Mending, Upcycling, and other adventures
As a family, we have always made and remade, mended and upcycled, garments, furnishing and furniture. There is a tale of five year old me, accompanying my mother to buy fabric for a dress in the now long-gone and much-lamented fabric shop in town, and piping up, as she was paying, to ask “What will it be _next_?”, so you can tell this is deeply ingrained!
Usually this is something I let pass without comment, but two episodes lately seemed worth mentioning, in case they give someone else an idea..
The Japanese mending technique for pottery, “kintsugi”, involves highlighting the mends with gold, so as not to obliterate the history of a piece. I can’t say I’m very good at it, but I had an entertaining afternoon with a kit that enabled me to play with the idea, at least.

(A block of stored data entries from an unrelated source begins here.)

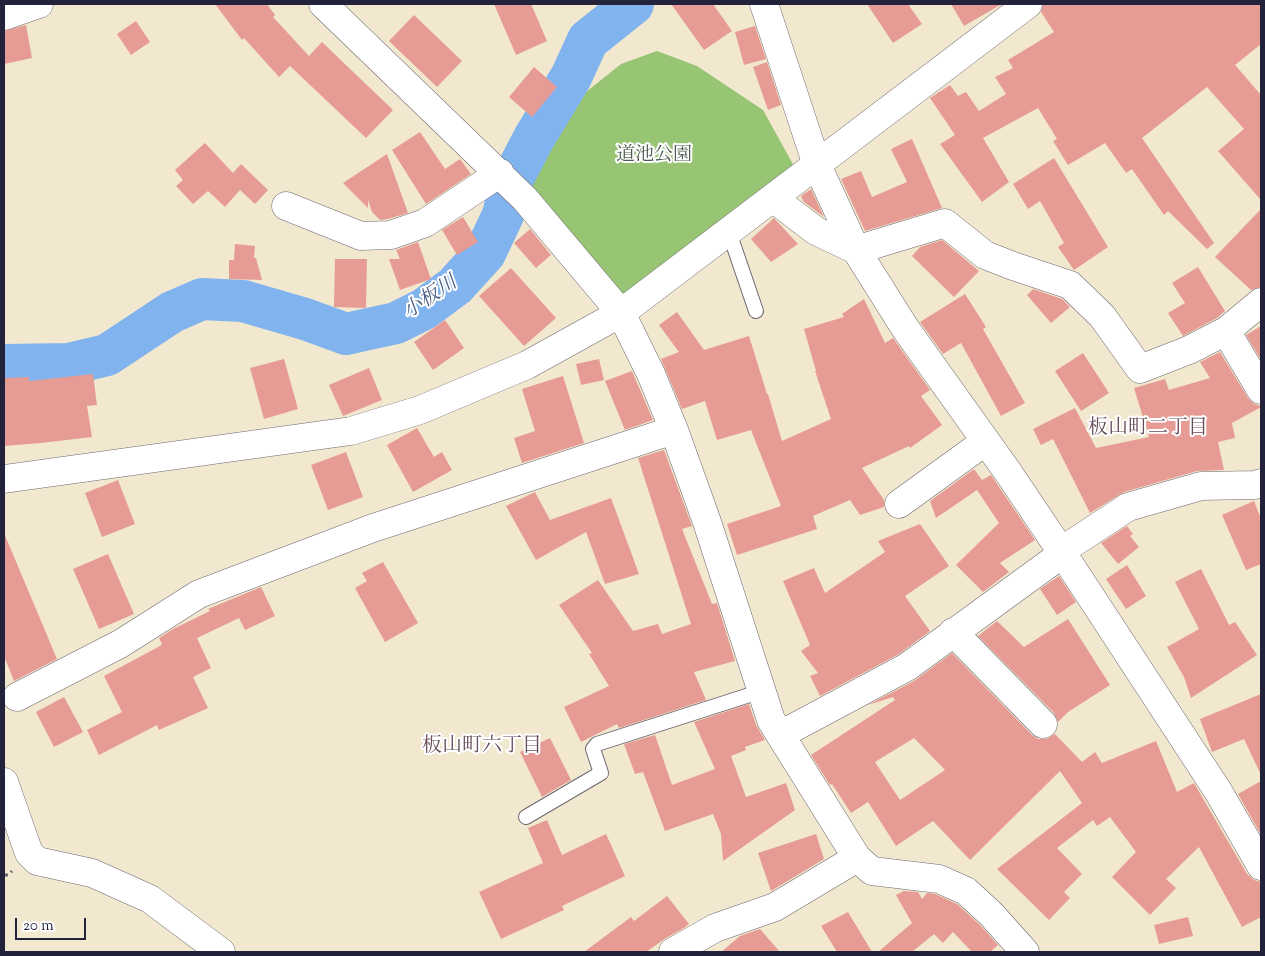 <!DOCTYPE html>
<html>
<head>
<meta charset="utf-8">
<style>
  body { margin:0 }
  #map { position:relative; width:1265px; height:956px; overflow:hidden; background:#f2e8d0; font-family:"Sorts Mill Goudy",serif }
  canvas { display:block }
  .frame { position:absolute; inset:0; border:5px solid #22223b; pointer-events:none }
  .scale { position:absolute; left:15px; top:918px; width:71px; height:22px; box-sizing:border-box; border:2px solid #22223b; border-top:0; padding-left:6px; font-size:15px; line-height:18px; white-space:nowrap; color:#22223b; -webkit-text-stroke:4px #fff; paint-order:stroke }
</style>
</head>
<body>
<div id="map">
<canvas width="1265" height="956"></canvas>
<div class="frame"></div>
<div class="scale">20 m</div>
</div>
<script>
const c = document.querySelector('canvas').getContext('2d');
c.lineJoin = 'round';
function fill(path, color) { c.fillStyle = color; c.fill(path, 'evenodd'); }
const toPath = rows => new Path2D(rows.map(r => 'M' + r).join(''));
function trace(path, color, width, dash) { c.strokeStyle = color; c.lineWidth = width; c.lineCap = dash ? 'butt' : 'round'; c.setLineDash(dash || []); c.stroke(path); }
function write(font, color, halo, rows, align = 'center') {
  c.font = font + ' "Sorts Mill Goudy","Noto Serif JP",serif'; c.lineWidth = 4; c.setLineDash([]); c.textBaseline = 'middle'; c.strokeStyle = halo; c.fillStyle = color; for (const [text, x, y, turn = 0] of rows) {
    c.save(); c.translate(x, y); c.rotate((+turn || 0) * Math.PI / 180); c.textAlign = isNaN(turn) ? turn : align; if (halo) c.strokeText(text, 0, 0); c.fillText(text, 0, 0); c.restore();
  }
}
const green = toPath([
  [657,51,697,66,763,110,794,166,622,299,524,179,586,92,621,64]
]);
const river = toPath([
  [4,365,69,364,107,355,172,312,202,299,243,301,305,319,346,334,396,323,424,309,455,286,485,253,503,215,511,182,534,138,571,77,588,40,633,4]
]);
const building = toPath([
  [215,4,267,4,275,15,273,17,309,56,322,42,393,110,366,138,290,66,279,77,244,38,242,40],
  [494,4,531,4,547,41,516,55],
  [671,4,713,4,732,31,704,50],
  [867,4,908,4,922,24,893,43],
  [951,4,1002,4,964,26],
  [1043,4,1261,4,1261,44,1235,65,1261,95,1261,200,1218,151,1244,129,1207,87,1142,138,1214,243,1207,249,1168,211,1164,215,1132,169,1126,173,1105,143,1068,165,1053,141,1057,139,1038,108,983,138,1009,182,982,202,940,144,955,135,930,98,950,85,958,96,966,92,979,111,1006,94,995,77,1013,68,1008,60,1054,32,1041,12],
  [414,15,462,61,437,87,389,41],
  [136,21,150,42,131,55,117,34],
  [26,25,32,58,4,64,4,31],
  [755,26,766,59,744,65,735,32],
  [767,62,781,105,768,110,753,67],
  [534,67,557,87,532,117,509,97],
  [420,132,445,169,460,159,471,174,426,204,392,150],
  [912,139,942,208,865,231,841,179,861,171,872,197,907,182,891,149],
  [205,143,233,173,241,164,268,190,255,204,240,190,225,207,208,191,193,204,176,186,183,180,175,170],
  [387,154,408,213,388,219,380,220,372,212,368,200,368,208,343,183],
  [1054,158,1108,247,1074,270,1058,247,1064,243,1040,201,1028,209,1013,184],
  [811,189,824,217,804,202,801,196],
  [1261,209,1261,287,1251,290,1215,257],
  [463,217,478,242,457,255,442,230],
  [774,218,798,244,771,262,751,239],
  [530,229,551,255,536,268,514,243],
  [942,240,979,271,954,297,912,256,920,247],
  [418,242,431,279,400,290,389,259,400,259,396,250],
  [235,244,255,246,254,258,256,258,262,280,229,279,229,260,234,260],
  [335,259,367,259,366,308,334,307],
  [1198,267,1225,311,1217,318,1183,336,1168,313,1185,303,1172,283],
  [511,268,556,318,524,346,479,296],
  [1033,289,1062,299,1070,307,1051,323,1027,295],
  [965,294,986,327,983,329,1025,403,1001,416,961,343,943,354,920,322],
  [864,299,885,343,893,338,930,390,921,396,942,425,910,448,909,446,862,468,884,500,884,507,860,515,850,500,813,516,817,529,737,555,727,524,781,506,751,430,717,440,705,401,682,409,661,359,679,352,659,325,677,312,704,350,749,336,767,394,768,394,782,441,831,419,815,371,816,371,804,329,844,317,842,314],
  [445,320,464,348,433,370,414,342],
  [1261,326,1261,360,1246,335],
  [1220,352,1248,398,1254,404,1261,406,1261,407,1232,423,1235,438,1218,442,1224,470,1197,471,1124,492,1090,513,1053,439,1041,445,1033,429,1075,408,1096,448,1149,437,1134,388,1165,379,1169,390,1210,378,1200,362],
  [1083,353,1109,393,1081,411,1055,371],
  [284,359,298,409,264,419,250,368],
  [599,359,604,380,581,385,576,364],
  [369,368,382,400,343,416,329,385],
  [632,371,653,420,625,430,605,381],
  [93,374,97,405,87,406,92,437,41,443,4,446,4,378,29,377,29,381],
  [563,376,584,443,522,463,514,438,535,431,522,389],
  [417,428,434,457,442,452,452,470,413,492,387,445],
  [664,450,692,526,682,529,712,604,717,603,735,661,694,672,706,700,619,728,617,724,581,742,564,707,609,686,589,654,592,653,559,605,598,580,633,631,658,624,662,634,691,624,638,458],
  [346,452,363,497,328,510,311,465],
  [974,469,982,480,991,475,1035,540,1000,563,1009,572,983,592,956,565,999,523,977,490,936,518,930,501],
  [118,480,135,524,102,537,85,493],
  [535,492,550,520,611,498,639,574,605,584,586,532,536,560,506,506],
  [1254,501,1261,519,1261,564,1246,570,1222,515],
  [920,524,949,566,905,596,930,631,899,654,820,696,810,676,818,673,801,651,810,645,783,581,814,568,825,593,885,552,878,541],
  [1127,526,1133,534,1130,536,1139,547,1118,564,1101,543],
  [4,533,57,659,14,681,4,656],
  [108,554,134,614,99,629,73,569],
  [383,562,418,623,385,642,355,588,367,581,362,573],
  [1127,565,1146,596,1126,609,1106,579],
  [1201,569,1229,625,1235,622,1257,655,1191,698,1184,677,1167,647,1199,629,1175,582],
  [1059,576,1076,602,1057,615,1040,589],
  [261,587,275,616,245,630,239,618,197,638,211,668,193,677,208,708,159,730,157,725,99,755,87,730,122,712,104,676,160,646,162,644,159,638,173,629,210,611,208,609],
  [1068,619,1110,685,1068,712,1058,722,1054,713,978,636,997,621,1024,647],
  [952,653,1032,735,1038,739,1046,739,1055,734,1082,762,1095,752,1102,763,1156,741,1177,792,1194,783,1247,874,1254,880,1261,882,1261,917,1242,927,1199,847,1166,879,1176,888,1150,915,1112,877,1136,852,1110,817,1097,826,1093,820,1057,848,1082,874,1064,892,1070,898,1049,920,997,869,1082,803,1060,771,970,860,933,821,896,846,868,802,851,813,832,784,830,785,811,755,895,700,893,697,868,705,914,681],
  [914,738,945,770,900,800,875,762],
  [1261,694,1261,775,1244,739,1212,752,1200,719],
  [64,697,83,732,54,747,36,712],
  [749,704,756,725,765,740,745,747,746,750,731,756,746,797,786,783,795,810,723,861,721,834,713,814,665,831,643,772,635,774,624,744,655,735,672,785,715,769,694,722],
  [550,738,571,780,542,797,520,752],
  [1261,781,1261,835,1238,794],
  [547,820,562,855,606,834,625,876,562,906,564,910,501,939,479,892,543,863,528,828],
  [816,834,824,859,771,891,758,853],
  [904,891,918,892,922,899,927,893,935,894,957,904,980,925,998,945,990,952,972,952,953,932,943,943,934,934,912,952,878,952,912,923,896,895],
  [667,896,689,924,684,928,666,938,646,952,584,952,631,917,634,921],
  [848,912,872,952,837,952,821,926],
  [1188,917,1193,936,1159,944,1154,925],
  [760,929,780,952,721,952,740,936]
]);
const path = toPath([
  [4,875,8,875,12,871]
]);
const lane = toPath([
  [729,232,756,311],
  [526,817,601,773,593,749,597,744,762,691]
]);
const street = toPath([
  [323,4,525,199,621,313,651,374,674,430,707,522,771,720,857,858,872,871,939,879,966,891,991,914,1025,952],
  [764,4,817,165,856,250,905,328,1010,475,1061,551,1218,791,1261,866],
  [4,16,39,4],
  [774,199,816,231,856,250,945,223,985,255,1013,266,1070,285,1102,316,1140,369,1189,350,1226,331,1261,302],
  [286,206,361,236,391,235,425,223,500,173],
  [1226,331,1261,390],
  [899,504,986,441],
  [1061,551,1128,507,1201,486,1255,485,1261,483],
  [953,632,1043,724],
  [17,697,120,644,199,594,373,528,674,430],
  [780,735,907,667,1062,554],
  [4,782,29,853,37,861,92,873,150,899,221,952],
  [673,952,715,928,775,907,857,858]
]);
const secondary = toPath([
  [4,479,351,431,420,410,527,365,621,313,1028,4]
]);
const parkNames = [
  ["道池公園",654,157]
];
const waterNames = [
  ["小板川",431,299,-34]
];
const neighbourhoodNames = [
  ["板山町二丁目",1148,430],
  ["板山町六丁目",482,748]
];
fill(green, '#98c573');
trace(river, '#81b3ee', 42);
fill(building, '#e69c95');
trace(lane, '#6b676f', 16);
trace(street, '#6b676f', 29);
trace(secondary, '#6b676f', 29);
trace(path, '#6b676f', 3, [4, 4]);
trace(lane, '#fff', 14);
trace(street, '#fff', 28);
trace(secondary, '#fff', 28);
write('19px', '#4b5b4f', '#fff', parkNames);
write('italic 20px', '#485c83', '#fff', waterNames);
write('20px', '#674d5a', '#fff', neighbourhoodNames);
</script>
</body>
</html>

And then my cousin mentioned a footstool she had with an entirely unsuitable cover for the surroundings, and a few oddments of furnishing fabric from earlier work on the room. Cue a Kintsugi-inspired crazy patchwork footstool cover, with all the seams emphasized with gold piping! This took some work and collaboration, as my sewing machine isn’t up to the task, but Mam’s was.

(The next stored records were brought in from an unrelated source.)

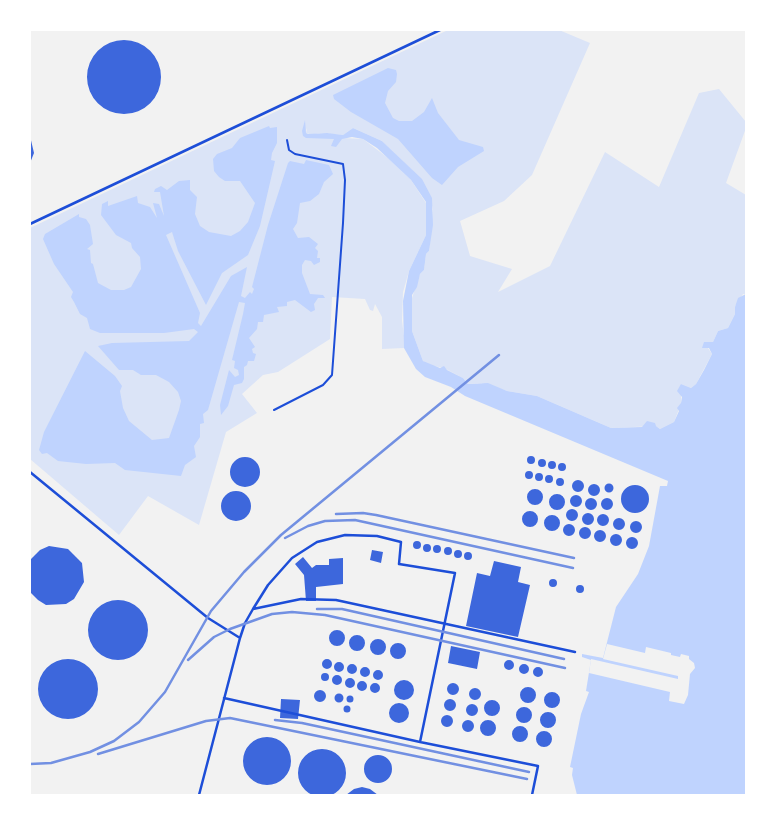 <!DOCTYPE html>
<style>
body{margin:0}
#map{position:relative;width:776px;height:825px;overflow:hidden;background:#f2f2f2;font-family:"Sofia Sans Condensed",sans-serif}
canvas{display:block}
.frame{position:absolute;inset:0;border:31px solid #fff;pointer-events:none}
</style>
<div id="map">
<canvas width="776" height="825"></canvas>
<div class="frame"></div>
</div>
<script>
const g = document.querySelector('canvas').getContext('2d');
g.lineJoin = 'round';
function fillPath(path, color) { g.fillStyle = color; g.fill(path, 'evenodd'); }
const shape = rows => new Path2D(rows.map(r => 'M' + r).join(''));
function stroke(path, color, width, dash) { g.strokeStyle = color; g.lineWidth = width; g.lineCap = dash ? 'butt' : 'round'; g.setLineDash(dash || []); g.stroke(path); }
fillPath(shape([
 [448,30,559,30,590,43,532,175,504,201,460,221,470,256,512,269,498,292,550,266,605,152,659,187,699,93,719,89,746,122,746,128,726,183,746,195,746,294,743,294,735,307,735,314,728,328,718,331,713,342,704,342,712,354,696,384,691,388,681,384,681,404,674,422,660,429,656,426,611,428,537,396,507,391,481,383,468,384,463,378,444,368,428,365,423,361,412,331,410,304,420,274,424,270,426,254,429,251,433,209,429,195,412,170,382,141,353,128,343,135,319,133,312,135,306,133,307,128,303,136,363,139,388,158,411,180,426,203,426,235,409,271,403,292,402,321,405,343,404,348,382,349,382,317,375,304,373,311,370,310,365,299,332,297,330,339,278,372,263,375,242,394,257,413,226,432,199,525,148,496,119,535,30,459,30,228]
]), '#dbe4f7');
fillPath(shape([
 [388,68,396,70,397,74,396,82,388,91,385,103,393,118,399,121,412,121,424,112,432,98,438,113,459,140,483,147,484,151,458,167,442,185,432,178,398,139,351,112,334,99,333,95],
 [305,120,306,133,308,134,327,133,343,135,353,128,382,141,422,179,432,198,433,225,429,251,426,254,424,270,420,274,417,287,412,295,412,331,423,361,440,368,444,366,447,370,463,378,468,384,488,383,507,391,537,396,611,428,642,427,647,421,655,423,656,426,660,429,674,422,679,411,677,408,681,403,682,397,677,391,681,384,691,388,696,384,704,370,712,354,709,348,702,348,704,342,713,342,718,331,728,328,735,314,735,307,738,298,746,294,746,795,577,795,572,775,573,768,570,767,581,714,589,692,586,691,591,660,582,657,582,654,603,658,616,607,638,574,649,546,660,486,667,486,668,481,465,396,451,387,425,377,416,369,404,348,403,301,409,271,426,235,426,202,411,180,377,148,363,139,352,137,342,139,336,147,331,146,334,139,306,138,303,136,302,131],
 [269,126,270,128,277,127,277,143,272,153,271,160,275,161,260,226,248,255,222,273,206,305,178,251,172,232,166,235,200,313,198,323,201,326,231,276,247,267,241,296,245,298,250,292,252,294,254,289,252,287,268,225,288,163,290,161,304,164,306,160,329,165,333,174,324,182,319,194,310,201,300,203,297,223,293,229,298,238,309,237,318,244,315,248,318,251,317,258,320,258,320,262,314,265,311,261,305,260,302,265,302,273,310,294,323,295,325,298,318,298,314,304,315,310,311,312,295,300,287,302,287,306,277,307,279,312,264,315,263,322,258,322,257,329,249,338,255,347,252,349,253,353,256,354,254,361,248,361,247,365,244,367,244,379,242,383,234,385,228,406,221,415,220,405,229,370,235,377,239,375,238,370,234,368,235,361,232,360,243,314,245,303,239,302,208,410,203,414,204,423,200,424,200,437,194,446,196,457,185,465,181,476,125,470,115,463,86,464,58,461,47,453,42,454,39,450,44,432,85,351,115,376,122,386,120,391,123,408,129,421,152,440,169,438,179,410,181,401,178,392,169,382,156,375,141,375,133,370,119,370,98,346,112,343,189,341,198,332,194,329,164,333,100,333,90,329,87,318,80,314,74,302,71,297,73,292,54,264,43,239,45,234,79,214,79,217,86,219,90,225,93,244,87,249,90,250,91,263,93,264,98,283,111,290,124,290,131,287,141,269,140,257,132,248,131,243,116,235,101,215,102,204,108,201,108,206,137,196,138,203,150,207,157,218,153,203,159,204,164,216,160,192,154,192,155,189,161,186,167,190,179,181,190,180,190,190,197,197,195,214,200,226,209,232,231,236,240,231,248,222,255,203,240,181,225,181,219,177,214,171,213,159,217,154,232,148,240,138]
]), '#bfd3fe');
fillPath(shape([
 [607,644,645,653,646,647,671,653,671,655,680,657,681,654,689,656,689,659,694,663,695,668,690,674,688,695,684,704,669,701,670,692,589,673,591,659,678,679,678,676,603,659]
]), '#f2f2f2');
fillPath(shape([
 '87 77a37 37 0 1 1 74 0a37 37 0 1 1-74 0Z',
 [30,136,34,153,30,163],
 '527 460a4 4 0 1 1 8 0a4 4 0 1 1-8 0Z',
 '230 472a15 15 0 1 1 30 0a15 15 0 1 1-30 0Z',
 '538 463a4 4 0 1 1 8 0a4 4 0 1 1-8 0Z',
 '548 465a4 4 0 1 1 8 0a4 4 0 1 1-8 0Z',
 '558 467a4 4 0 1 1 8 0a4 4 0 1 1-8 0Z',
 '525 475a4 4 0 1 1 8 0a4 4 0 1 1-8 0Z',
 '535 477a4 4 0 1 1 8 0a4 4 0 1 1-8 0Z',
 '545 479a4 4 0 1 1 8 0a4 4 0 1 1-8 0Z',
 '556 482a4 4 0 1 1 8 0a4 4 0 1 1-8 0Z',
 '572 486a6 6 0 1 1 12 0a6 6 0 1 1-12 0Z',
 '604.5 488a4.5 4.5 0 1 1 9 0a4.5 4.5 0 1 1-9 0Z',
 '588 490a6 6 0 1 1 12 0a6 6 0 1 1-12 0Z',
 '621 499a14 14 0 1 1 28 0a14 14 0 1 1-28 0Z',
 '527 497a8 8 0 1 1 16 0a8 8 0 1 1-16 0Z',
 '221 506a15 15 0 1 1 30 0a15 15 0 1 1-30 0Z',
 '549 502a8 8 0 1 1 16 0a8 8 0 1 1-16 0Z',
 '570 501a6 6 0 1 1 12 0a6 6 0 1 1-12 0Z',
 '585 504a6 6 0 1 1 12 0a6 6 0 1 1-12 0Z',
 '601 504a6 6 0 1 1 12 0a6 6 0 1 1-12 0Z',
 '566 515a6 6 0 1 1 12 0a6 6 0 1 1-12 0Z',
 '522 519a8 8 0 1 1 16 0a8 8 0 1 1-16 0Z',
 '582 519a6 6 0 1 1 12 0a6 6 0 1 1-12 0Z',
 '597 520a6 6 0 1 1 12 0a6 6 0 1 1-12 0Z',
 '544 523a8 8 0 1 1 16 0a8 8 0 1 1-16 0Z',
 '613 524a6 6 0 1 1 12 0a6 6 0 1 1-12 0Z',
 '630 527a6 6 0 1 1 12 0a6 6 0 1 1-12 0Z',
 '563 530a6 6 0 1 1 12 0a6 6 0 1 1-12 0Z',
 '579 533a6 6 0 1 1 12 0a6 6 0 1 1-12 0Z',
 '594 536a6 6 0 1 1 12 0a6 6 0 1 1-12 0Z',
 '610 540a6 6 0 1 1 12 0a6 6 0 1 1-12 0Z',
 '626 543a6 6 0 1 1 12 0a6 6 0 1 1-12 0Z',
 '413 545a4 4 0 1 1 8 0a4 4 0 1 1-8 0Z',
 '423 548a4 4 0 1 1 8 0a4 4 0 1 1-8 0Z',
 '433 549a4 4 0 1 1 8 0a4 4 0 1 1-8 0Z',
 [49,546,68,549,82,563,84,582,74,599,66,604,46,605,38,600,30,592,30,560,40,550],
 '444 551a4 4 0 1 1 8 0a4 4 0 1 1-8 0Z',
 [372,550,383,552,381,563,370,560],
 '454 554a4 4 0 1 1 8 0a4 4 0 1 1-8 0Z',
 '464 556a4 4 0 1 1 8 0a4 4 0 1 1-8 0Z',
 [303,557,312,568,316,565,329,565,329,559,343,558,343,584,316,587,316,601,306,601,304,575,295,564],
 [494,561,521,567,518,582,530,585,518,637,466,626,477,573,490,576],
 '549 583a4 4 0 1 1 8 0a4 4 0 1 1-8 0Z',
 '576 589a4 4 0 1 1 8 0a4 4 0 1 1-8 0Z',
 '88 630a30 30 0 1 1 60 0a30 30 0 1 1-60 0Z',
 '329 638a8 8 0 1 1 16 0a8 8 0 1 1-16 0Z',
 '349 643a8 8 0 1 1 16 0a8 8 0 1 1-16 0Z',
 '370 647a8 8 0 1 1 16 0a8 8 0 1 1-16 0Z',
 '390 651a8 8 0 1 1 16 0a8 8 0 1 1-16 0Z',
 [451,646,480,652,477,669,448,663],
 '322 664a5 5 0 1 1 10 0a5 5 0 1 1-10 0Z',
 '38 689a30 30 0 1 1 60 0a30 30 0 1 1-60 0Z',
 '504 665a5 5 0 1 1 10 0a5 5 0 1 1-10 0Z',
 '334 667a5 5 0 1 1 10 0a5 5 0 1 1-10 0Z',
 '347 669a5 5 0 1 1 10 0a5 5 0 1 1-10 0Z',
 '519 669a5 5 0 1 1 10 0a5 5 0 1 1-10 0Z',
 '360 672a5 5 0 1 1 10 0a5 5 0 1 1-10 0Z',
 '533 672a5 5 0 1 1 10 0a5 5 0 1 1-10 0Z',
 '373 675a5 5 0 1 1 10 0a5 5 0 1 1-10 0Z',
 '321 677a4 4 0 1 1 8 0a4 4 0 1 1-8 0Z',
 '332 680a5 5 0 1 1 10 0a5 5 0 1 1-10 0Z',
 '345 683a5 5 0 1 1 10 0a5 5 0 1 1-10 0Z',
 '394 690a10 10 0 1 1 20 0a10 10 0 1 1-20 0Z',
 '357 686a5 5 0 1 1 10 0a5 5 0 1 1-10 0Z',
 '370 688a5 5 0 1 1 10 0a5 5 0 1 1-10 0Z',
 '447 689a6 6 0 1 1 12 0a6 6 0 1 1-12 0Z',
 '520 695a8 8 0 1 1 16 0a8 8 0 1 1-16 0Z',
 '469 694a6 6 0 1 1 12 0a6 6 0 1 1-12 0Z',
 '314 696a6 6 0 1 1 12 0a6 6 0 1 1-12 0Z',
 '544 700a8 8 0 1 1 16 0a8 8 0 1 1-16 0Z',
 '334.5 698a4.5 4.5 0 1 1 9 0a4.5 4.5 0 1 1-9 0Z',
 '346.5 699a3.5 3.5 0 1 1 7 0a3.5 3.5 0 1 1-7 0Z',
 [281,699,300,700,298,719,280,718],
 '444 705a6 6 0 1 1 12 0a6 6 0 1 1-12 0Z',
 '484 708a8 8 0 1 1 16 0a8 8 0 1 1-16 0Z',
 '389 713a10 10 0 1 1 20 0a10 10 0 1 1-20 0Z',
 '466 710a6 6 0 1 1 12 0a6 6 0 1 1-12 0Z',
 '343.5 709a3.5 3.5 0 1 1 7 0a3.5 3.5 0 1 1-7 0Z',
 '516 715a8 8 0 1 1 16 0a8 8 0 1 1-16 0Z',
 '540 720a8 8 0 1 1 16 0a8 8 0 1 1-16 0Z',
 '441 721a6 6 0 1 1 12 0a6 6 0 1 1-12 0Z',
 '480 728a8 8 0 1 1 16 0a8 8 0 1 1-16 0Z',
 '462 726a6 6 0 1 1 12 0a6 6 0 1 1-12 0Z',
 '512 734a8 8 0 1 1 16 0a8 8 0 1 1-16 0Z',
 '536 739a8 8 0 1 1 16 0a8 8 0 1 1-16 0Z',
 '243 761a24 24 0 1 1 48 0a24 24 0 1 1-48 0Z',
 '298 773a24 24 0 1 1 48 0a24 24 0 1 1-48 0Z',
 '364 769a14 14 0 1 1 28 0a14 14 0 1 1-28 0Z',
 [362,787,370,789,378,795,346,795,354,789]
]), '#3d67dc');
stroke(shape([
 [274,410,323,385,332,375,343,223,345,180,343,164,295,154,289,150,287,140]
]), '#1d4ed8', 2);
stroke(shape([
 [30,224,440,30],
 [30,472,208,618,240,638],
 [224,698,420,742,455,573,399,564,401,542,377,536,345,535,317,542,292,558,268,585,253,609],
 [420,742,538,766,532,795],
 [199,795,240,638,245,623,253,609,301,599,336,600,575,652]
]), '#1d4ed8', 2.5);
stroke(shape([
 [336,514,363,513,376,515,574,558],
 [285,538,308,526,325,521,355,520,573,568],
 [317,609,342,609,564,659],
 [188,660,214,637,230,629,272,614,292,612,325,615,565,668],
 [275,720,302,723,529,772],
 [98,754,206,721,230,718,527,779],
 [30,764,51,763,90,752,114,741,139,722,165,692,211,611,244,572,281,535,499,355]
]), '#7290e2', 2.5);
</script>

And on an entirely different scale – one of the problems with older knitwear is the way the ribbed cuffs seem to lose all their elasticity, and what was once a trim and neat shape, will often become shapeless and saggy with age. I’ve tried in the past adding elastic, but I couldn’t make that work (if anyone has – what’s your trick?), so it rather nags at me.
Then this winter we made a dress with rather extravagantly tucked sleeves, and I thought I had an idea that might work. I’ve created an inverted box pleat in the cuff here – it’s just held with stranded cotton at present, something that will show up so I can play with it until it works, and then do it properly (or not!) – and held it together, starting at the sleeve end, with crossing stitches. Then I caught down the side of the box pleat.
You can see in this picture how the cuff is now neat and close, and the sleeve has a bit more shape, and rather less “flop”. I’m very pleased with that, and I may extend this to other, similar garments.